His passion took him to Los Angeles for a weekend speedskating clinic hosted by renowned Dutch coach Wilma Boomstra.
“(Boomstra) said he had a lot of natural talent,” Nancy Simon said. “She mentioned that if they could get him there, they would be able to work with him and do some great things.”
Boomstra’s assessment piqued a heated discussion on the ride back to the valley from Los Angeles. His mother resisted at first. But his father thought otherwise.
Howard Simon said he remembered thinking at the time that, “'He’ll hate us forever if we don’t support this.'” Eventually, as a family, they decided to go for it.
So began the teen’s nomadic journey to pursue his dream.
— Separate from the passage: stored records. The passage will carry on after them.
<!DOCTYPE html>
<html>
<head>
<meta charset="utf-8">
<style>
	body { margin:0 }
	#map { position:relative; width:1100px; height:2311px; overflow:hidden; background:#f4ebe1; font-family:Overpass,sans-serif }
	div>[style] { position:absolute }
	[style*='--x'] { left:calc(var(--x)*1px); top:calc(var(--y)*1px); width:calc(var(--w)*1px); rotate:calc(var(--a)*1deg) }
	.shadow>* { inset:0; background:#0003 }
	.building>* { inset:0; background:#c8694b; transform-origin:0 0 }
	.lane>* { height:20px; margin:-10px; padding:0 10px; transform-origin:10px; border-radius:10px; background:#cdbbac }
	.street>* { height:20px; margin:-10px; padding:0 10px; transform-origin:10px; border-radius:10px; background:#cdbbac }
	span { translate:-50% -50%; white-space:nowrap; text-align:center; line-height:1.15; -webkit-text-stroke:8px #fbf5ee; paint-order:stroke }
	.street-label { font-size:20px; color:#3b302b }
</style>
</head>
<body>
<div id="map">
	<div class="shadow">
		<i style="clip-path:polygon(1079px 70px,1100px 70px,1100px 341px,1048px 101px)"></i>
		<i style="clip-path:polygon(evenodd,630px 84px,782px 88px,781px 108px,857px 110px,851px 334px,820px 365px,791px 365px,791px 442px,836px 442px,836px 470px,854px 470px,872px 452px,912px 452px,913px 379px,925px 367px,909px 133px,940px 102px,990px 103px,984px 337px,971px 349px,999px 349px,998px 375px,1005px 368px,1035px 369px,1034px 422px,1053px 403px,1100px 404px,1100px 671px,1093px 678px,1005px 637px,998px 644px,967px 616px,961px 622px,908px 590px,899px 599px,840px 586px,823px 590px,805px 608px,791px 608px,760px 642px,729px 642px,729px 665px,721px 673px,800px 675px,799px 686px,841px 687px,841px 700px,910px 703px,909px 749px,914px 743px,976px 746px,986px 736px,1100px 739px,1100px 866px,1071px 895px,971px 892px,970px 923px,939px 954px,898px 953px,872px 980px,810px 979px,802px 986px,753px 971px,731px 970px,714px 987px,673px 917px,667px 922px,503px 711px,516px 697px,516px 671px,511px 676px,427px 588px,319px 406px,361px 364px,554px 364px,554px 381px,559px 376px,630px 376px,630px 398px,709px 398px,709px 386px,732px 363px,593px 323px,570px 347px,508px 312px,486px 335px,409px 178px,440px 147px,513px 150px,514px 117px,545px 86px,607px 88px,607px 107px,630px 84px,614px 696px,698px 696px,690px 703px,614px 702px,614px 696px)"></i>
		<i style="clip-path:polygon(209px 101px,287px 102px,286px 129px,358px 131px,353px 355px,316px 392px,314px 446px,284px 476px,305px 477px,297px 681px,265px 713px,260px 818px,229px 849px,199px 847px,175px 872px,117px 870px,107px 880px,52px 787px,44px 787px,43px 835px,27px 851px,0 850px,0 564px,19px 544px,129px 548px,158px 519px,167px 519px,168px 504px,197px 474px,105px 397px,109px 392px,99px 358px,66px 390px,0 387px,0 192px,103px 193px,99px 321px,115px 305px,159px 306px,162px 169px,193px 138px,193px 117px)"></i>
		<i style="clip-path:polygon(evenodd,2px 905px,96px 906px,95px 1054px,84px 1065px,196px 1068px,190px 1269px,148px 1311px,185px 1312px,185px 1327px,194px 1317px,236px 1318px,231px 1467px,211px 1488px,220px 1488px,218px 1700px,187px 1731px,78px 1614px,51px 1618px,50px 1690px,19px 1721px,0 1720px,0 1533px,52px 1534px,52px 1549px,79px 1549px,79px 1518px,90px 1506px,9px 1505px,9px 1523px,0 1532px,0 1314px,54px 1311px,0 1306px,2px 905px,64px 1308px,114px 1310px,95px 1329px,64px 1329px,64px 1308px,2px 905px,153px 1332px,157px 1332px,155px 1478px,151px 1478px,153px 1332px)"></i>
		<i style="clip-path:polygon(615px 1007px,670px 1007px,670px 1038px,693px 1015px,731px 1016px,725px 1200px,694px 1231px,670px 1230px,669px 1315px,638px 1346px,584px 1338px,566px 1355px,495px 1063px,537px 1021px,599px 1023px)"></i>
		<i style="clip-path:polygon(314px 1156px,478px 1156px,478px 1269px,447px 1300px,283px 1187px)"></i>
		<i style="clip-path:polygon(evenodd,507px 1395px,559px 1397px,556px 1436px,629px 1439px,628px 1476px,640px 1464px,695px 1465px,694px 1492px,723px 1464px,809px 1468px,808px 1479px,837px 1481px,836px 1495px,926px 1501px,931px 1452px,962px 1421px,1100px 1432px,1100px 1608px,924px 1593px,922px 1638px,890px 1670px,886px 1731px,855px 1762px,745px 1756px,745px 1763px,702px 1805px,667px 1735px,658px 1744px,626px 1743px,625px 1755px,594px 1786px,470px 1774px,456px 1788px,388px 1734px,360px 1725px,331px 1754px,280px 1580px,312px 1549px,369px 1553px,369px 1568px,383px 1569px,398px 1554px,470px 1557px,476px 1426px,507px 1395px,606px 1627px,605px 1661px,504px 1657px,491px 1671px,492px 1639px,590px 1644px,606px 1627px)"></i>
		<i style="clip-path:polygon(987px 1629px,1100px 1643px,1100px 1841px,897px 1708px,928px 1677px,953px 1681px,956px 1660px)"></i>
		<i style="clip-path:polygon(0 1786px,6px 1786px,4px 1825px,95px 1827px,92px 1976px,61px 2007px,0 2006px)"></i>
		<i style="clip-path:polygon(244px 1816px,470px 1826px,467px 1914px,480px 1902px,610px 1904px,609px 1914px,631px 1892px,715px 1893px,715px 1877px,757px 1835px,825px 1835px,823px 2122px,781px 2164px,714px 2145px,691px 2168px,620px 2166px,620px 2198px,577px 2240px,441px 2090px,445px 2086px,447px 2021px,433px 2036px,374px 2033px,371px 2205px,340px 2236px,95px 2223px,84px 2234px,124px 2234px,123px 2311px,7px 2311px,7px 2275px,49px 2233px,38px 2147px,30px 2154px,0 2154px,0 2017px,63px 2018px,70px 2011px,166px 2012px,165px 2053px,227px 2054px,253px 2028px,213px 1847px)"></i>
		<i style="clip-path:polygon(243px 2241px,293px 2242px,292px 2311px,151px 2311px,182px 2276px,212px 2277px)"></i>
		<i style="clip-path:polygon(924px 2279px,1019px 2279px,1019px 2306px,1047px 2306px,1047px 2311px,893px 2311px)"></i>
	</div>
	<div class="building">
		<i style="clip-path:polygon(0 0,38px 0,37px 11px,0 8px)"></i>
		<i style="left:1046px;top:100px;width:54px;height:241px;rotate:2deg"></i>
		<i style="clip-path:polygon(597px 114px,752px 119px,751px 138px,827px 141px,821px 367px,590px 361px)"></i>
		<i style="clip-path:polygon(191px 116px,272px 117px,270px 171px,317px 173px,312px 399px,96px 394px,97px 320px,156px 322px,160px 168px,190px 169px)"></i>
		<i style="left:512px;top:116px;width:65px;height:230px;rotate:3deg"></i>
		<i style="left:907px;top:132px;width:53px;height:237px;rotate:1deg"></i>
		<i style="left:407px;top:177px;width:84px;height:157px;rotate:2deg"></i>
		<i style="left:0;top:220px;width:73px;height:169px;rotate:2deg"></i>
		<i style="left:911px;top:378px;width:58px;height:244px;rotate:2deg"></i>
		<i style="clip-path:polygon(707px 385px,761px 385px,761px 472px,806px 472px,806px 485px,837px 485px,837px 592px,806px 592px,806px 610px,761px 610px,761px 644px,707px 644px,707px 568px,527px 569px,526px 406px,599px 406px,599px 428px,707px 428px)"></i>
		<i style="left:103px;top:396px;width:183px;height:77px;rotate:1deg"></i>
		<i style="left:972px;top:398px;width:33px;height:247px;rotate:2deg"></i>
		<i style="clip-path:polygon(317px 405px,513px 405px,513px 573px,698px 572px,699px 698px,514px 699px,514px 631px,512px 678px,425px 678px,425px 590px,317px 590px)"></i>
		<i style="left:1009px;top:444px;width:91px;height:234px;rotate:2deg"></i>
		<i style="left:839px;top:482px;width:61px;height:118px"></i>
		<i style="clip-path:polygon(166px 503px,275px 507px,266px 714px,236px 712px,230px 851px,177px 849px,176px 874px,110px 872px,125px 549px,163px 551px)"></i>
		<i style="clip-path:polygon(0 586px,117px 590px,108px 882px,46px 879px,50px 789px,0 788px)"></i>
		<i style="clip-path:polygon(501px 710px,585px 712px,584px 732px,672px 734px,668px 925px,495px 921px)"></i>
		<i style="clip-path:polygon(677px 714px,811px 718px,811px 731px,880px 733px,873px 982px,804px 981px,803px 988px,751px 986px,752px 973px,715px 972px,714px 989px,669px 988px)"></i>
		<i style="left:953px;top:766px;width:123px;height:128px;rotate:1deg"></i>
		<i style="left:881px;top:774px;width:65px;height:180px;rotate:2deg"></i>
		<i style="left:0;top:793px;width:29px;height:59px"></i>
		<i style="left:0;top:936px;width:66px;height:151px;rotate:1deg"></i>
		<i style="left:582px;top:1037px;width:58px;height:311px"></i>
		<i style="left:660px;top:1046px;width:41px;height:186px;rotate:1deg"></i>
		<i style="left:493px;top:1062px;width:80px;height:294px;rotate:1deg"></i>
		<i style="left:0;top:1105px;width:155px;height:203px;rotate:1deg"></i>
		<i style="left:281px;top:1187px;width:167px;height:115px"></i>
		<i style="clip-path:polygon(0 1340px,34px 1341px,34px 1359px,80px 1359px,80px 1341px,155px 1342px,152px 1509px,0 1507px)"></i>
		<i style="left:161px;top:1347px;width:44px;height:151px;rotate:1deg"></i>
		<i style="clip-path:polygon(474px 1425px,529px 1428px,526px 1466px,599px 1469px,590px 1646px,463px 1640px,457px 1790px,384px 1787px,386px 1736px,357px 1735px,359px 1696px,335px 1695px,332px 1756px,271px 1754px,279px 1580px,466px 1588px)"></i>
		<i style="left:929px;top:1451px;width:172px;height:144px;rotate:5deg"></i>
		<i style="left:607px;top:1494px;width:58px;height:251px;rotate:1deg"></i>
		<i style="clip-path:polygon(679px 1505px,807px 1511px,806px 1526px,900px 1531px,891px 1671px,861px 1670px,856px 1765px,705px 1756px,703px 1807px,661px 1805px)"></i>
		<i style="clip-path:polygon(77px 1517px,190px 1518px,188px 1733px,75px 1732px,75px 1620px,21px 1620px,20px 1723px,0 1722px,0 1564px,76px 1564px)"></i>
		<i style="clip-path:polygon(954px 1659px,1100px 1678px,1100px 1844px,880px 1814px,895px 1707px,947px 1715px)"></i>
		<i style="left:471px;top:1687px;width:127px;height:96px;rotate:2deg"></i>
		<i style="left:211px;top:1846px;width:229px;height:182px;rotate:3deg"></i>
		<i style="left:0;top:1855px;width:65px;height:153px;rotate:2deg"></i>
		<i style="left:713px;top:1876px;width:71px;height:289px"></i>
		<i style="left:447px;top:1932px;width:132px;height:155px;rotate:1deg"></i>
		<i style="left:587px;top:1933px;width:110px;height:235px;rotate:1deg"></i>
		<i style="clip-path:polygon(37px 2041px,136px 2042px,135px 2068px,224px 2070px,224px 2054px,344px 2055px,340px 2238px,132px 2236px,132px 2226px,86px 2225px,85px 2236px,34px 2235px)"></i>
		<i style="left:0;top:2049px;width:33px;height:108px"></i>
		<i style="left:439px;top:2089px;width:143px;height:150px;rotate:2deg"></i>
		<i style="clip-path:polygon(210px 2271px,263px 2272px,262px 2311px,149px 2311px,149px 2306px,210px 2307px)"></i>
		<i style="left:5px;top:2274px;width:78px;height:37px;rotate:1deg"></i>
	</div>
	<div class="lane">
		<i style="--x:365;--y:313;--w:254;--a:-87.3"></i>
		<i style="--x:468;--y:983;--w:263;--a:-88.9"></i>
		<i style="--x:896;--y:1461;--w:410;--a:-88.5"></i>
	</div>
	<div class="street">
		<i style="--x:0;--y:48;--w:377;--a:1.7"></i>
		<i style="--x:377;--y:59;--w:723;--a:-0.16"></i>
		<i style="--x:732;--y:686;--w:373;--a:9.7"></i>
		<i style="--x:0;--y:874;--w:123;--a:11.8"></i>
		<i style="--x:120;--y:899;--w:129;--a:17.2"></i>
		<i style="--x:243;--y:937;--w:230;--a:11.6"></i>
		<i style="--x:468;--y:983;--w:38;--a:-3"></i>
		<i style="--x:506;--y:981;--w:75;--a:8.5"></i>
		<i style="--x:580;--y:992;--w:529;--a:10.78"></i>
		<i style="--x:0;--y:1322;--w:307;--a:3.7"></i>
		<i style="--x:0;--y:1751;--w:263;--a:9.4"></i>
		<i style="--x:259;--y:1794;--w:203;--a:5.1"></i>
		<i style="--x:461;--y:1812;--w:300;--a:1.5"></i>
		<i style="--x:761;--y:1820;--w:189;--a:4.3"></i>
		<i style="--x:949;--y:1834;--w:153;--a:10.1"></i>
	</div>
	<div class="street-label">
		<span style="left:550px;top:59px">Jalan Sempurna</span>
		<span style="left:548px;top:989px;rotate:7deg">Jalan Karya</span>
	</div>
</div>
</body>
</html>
He spent almost three years in four California cities with a trio of skating families; then left to train in Marquette, in the upper peninsula of Michigan.
Making the move to the colder climate wasn’t easy. “I’m a West Coast kid at heart,” he said with a laugh.
Throughout his amateur career, Jeff Simon has picked up numerous awards and trophies. He holds two U.S. records in the 100- and 500-meter relays as a junior skater and has six World Cup medals from 2008, including last year’s Eric Heiden U.S. Skater of the Year award.
And, despite the pressure, this weekend he will line up and practice the same routine he always has.
He will make eye contact with one of his coaches, prepare his mind, line up and take off around a 100-meter racetrack, reaching speeds of up to 35 mph with dreams to once again leave home -- this time, hopefully, to compete in the 2010 Winter Olympics in Vancouver.
“I know I’ve worked harder than my opponents,” he said. “There’s a lot of pressure, but a lot of excitement.”
Just like an August day six years ago.